However, if you weren't afraid to sound archaic, you would say "я ёсць прыгожы"(Bel.)/"я есмь/есть красивый"(Rus.), which is the *present-simple "be"* + the *nominative *(= (ja) jestem piękny). Or you would use the *instrumental *to translate the phrase "*to be* beautiful": być pięknym, быць прыгожым (Bel.), быть красивым (Rus.).

So maybe it's not that unpopular or merely Polish after all?


----------



## Ben Jamin

elroy said:


> I’ve never heard of an infinitive governing a different case from a finite form.

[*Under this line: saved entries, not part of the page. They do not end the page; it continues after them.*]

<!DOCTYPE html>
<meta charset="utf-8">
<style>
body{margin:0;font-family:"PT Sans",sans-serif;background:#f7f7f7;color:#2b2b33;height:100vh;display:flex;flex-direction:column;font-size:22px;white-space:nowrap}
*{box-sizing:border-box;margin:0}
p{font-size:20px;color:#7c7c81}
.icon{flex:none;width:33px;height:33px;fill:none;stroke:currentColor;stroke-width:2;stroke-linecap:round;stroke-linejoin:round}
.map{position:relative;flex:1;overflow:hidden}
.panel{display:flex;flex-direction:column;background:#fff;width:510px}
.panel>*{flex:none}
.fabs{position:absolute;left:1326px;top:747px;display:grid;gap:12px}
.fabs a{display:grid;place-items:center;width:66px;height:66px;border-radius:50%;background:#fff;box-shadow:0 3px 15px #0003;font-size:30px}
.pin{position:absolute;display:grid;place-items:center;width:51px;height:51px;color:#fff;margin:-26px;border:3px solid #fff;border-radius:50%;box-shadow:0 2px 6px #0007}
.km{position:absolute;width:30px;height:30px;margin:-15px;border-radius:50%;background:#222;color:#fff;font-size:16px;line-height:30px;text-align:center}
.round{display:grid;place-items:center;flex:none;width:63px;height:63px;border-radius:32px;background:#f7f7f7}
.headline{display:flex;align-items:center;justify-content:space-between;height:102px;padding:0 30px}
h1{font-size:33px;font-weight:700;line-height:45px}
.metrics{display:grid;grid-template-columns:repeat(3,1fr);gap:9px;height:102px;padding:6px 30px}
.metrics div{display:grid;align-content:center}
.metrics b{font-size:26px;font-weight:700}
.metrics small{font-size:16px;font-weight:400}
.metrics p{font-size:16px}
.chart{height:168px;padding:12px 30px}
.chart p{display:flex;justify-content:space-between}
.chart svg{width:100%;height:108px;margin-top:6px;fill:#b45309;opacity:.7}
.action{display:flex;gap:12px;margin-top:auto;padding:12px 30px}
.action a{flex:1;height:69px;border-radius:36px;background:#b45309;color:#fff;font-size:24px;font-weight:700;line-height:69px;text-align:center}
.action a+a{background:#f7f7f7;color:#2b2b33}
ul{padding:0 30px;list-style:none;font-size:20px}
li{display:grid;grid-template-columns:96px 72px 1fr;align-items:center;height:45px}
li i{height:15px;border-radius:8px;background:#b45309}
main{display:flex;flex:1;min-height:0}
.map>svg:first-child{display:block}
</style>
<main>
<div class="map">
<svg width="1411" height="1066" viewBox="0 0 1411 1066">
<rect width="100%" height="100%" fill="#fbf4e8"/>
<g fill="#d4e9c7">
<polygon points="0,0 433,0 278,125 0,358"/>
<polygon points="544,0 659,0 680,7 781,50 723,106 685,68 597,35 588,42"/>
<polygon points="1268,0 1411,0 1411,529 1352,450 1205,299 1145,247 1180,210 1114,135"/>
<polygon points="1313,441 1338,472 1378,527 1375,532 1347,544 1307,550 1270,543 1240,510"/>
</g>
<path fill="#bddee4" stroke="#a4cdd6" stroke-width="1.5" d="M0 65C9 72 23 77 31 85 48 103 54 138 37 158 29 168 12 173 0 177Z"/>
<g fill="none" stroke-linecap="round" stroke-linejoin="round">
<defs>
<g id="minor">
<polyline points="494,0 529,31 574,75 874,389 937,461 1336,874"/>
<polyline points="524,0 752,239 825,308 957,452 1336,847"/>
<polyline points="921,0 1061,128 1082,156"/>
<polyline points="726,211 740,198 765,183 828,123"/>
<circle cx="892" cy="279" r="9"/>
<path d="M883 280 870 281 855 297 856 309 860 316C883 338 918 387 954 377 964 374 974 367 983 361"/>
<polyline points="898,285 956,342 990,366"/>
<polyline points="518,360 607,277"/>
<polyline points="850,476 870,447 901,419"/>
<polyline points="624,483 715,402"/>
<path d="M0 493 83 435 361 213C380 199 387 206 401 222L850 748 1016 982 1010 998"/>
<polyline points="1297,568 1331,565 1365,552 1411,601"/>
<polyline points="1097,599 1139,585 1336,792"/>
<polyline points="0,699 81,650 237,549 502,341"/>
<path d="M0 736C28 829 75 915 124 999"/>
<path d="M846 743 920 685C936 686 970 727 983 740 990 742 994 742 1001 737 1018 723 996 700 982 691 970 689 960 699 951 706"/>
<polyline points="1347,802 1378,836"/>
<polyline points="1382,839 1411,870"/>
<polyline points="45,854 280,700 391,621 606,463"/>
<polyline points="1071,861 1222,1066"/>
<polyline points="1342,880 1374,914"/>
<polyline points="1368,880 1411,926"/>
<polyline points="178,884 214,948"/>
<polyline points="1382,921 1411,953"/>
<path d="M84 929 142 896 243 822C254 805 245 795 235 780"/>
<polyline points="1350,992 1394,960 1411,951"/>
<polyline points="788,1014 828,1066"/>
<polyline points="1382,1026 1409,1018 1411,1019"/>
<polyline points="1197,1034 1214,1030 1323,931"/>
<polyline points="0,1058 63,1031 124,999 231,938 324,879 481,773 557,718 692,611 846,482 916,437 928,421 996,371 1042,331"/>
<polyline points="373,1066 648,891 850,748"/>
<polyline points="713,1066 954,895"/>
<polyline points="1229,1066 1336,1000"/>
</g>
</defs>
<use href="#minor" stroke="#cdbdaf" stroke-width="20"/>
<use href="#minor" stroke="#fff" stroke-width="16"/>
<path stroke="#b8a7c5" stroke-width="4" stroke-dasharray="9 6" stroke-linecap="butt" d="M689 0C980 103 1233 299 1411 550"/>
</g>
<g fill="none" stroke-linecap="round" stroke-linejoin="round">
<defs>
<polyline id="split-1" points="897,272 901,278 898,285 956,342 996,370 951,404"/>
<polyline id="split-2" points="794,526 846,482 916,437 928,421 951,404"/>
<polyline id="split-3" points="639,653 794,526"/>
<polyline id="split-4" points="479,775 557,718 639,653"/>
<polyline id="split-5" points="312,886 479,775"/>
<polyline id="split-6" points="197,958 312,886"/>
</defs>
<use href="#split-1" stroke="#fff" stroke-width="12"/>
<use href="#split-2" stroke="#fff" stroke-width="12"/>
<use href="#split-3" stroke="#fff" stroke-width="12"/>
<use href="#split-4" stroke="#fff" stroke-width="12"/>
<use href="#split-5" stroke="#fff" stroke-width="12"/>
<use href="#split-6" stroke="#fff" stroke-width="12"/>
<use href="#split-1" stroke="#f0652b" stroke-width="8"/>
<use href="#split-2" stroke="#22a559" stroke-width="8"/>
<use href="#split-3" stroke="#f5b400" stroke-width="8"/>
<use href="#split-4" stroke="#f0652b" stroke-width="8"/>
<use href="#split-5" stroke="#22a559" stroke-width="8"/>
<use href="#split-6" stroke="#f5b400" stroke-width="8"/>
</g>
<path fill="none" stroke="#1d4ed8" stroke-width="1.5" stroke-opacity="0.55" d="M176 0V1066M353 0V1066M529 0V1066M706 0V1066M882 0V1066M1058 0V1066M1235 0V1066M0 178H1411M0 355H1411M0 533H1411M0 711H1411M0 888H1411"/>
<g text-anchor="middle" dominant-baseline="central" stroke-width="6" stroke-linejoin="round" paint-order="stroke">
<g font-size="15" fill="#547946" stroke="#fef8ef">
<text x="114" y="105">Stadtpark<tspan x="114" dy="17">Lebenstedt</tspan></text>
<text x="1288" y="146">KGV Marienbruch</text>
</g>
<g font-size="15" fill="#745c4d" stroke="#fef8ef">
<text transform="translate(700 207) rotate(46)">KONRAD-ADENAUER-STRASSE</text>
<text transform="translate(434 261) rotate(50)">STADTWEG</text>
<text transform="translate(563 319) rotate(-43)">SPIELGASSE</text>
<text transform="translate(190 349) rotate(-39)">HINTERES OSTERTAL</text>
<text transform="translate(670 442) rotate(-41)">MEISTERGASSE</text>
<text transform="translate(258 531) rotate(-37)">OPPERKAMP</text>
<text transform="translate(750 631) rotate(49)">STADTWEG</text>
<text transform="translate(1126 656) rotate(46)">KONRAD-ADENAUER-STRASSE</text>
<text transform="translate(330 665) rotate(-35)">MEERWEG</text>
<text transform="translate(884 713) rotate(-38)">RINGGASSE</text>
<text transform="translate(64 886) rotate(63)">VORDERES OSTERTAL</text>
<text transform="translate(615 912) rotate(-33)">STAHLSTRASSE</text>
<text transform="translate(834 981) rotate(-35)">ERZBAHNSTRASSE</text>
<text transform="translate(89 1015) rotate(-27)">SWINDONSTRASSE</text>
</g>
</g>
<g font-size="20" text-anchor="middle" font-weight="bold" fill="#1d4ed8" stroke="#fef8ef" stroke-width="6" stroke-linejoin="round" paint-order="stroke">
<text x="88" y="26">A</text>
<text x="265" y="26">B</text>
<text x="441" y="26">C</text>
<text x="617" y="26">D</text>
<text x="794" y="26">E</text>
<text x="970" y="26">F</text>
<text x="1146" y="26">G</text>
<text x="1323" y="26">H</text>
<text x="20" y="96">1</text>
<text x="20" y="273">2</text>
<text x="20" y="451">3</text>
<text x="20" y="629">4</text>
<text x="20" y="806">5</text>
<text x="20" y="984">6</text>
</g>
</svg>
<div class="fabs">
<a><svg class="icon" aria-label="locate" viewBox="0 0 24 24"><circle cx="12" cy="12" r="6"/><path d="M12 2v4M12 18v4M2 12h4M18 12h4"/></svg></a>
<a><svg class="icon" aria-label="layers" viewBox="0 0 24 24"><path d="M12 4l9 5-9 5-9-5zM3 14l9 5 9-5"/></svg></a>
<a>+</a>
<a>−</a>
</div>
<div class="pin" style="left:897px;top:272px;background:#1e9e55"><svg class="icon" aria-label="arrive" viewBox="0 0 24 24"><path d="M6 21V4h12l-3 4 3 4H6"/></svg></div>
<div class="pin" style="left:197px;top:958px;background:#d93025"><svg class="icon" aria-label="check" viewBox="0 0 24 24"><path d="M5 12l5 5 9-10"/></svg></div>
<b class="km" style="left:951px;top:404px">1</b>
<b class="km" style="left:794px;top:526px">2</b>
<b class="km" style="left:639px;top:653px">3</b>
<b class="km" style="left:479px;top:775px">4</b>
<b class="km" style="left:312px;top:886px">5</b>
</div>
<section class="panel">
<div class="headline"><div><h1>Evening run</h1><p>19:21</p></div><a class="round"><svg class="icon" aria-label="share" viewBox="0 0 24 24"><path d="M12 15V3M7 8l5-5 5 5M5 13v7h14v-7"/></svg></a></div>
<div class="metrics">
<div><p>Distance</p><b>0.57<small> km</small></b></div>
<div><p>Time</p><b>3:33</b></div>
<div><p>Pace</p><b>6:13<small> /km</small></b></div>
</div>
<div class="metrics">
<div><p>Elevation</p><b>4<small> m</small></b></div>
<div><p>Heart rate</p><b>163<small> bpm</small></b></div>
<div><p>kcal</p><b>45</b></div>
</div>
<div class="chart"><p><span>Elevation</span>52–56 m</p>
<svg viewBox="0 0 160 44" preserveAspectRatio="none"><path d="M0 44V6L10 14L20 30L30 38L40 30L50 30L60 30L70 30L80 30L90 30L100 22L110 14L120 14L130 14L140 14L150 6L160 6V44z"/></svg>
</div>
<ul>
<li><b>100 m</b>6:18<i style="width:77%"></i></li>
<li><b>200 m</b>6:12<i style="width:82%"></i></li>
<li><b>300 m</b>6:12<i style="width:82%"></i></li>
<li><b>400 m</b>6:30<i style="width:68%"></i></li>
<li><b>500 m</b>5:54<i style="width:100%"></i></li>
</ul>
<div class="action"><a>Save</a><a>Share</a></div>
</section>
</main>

This is a fact, even if not described in popular grammars for foreigners or taught at school in Poland.
The distinction has probably ocurred through analogy to the construction of the type "to be + substanstive [instr]", for example "być człowiekiem  not "być człowiek".


----------



## Ben Jamin

gvergara said:


> And if by any chance a man happened to be referring to a group of men, or a woman were talking about her own situation, would the adjective be declined (chances are it would, as is everything in Polish, but I'd rather confirm this)?
> 
> _Być zmęczon*ymi*, nie jest fajnie.
> Być zmęczon*ą*, nie jest fajnie._
> 
> 
> 
> G.


The plural form "zmęczonymi" is not "correct" here, it should be "_Być zmęczon*ym*, nie jest fajnie.", _but the feminine form is OK_ "Być zmęczon*ą*, nie jest fajnie."_
However, a woman could as well also say "_Być zmęczon*ym*, nie jest fajnie.", _because this sentence describes a general truth which can be valid for both women and men. I can't think at the moment of any situation in which the feminine form should be obligatory.
In Polish the masculine gender is a default choice for general statements. Maybe it will change under the pressure of feminism and increasing political correctness (P.C.). 
It has already led to such P.C. expressions like "Polki i Polacy" used by politicians. Until recently "Polacy" covered both men and women.


----------



## Henares

Ben Jamin said:


> It has already led to such P.C. expressions like "Polki i Polacy" used by politicians. Until recently "Polacy" covered both men and women.


It still does - I think we should avoid irony (or mental shortcuts) not to mislead learners.


----------



## Ben Jamin

Henares said:


> It still does - I think we should avoid irony (or mental shortcuts) not to mislead learners.


It is not irony. It is a statement of a fact, at least in the public discourse.


----------



## Drakonica

Ben Jamin said:


> I can't think at the moment of any situation in which the feminine form should be obligatory.


Być umalowaną.
Być odstawioną.


----------



## Ben Jamin

Drakonica said:


> Być umalowaną.
> Być odstawioną.


I think it is still a matter of choice. But we should ask a representative sample of women.


----------



## Drakonica

Ben Jamin said:


> I think it is still a matter of choice. But we should ask a representative sample of women.


Być zamężną.
Być ciężarną :->


----------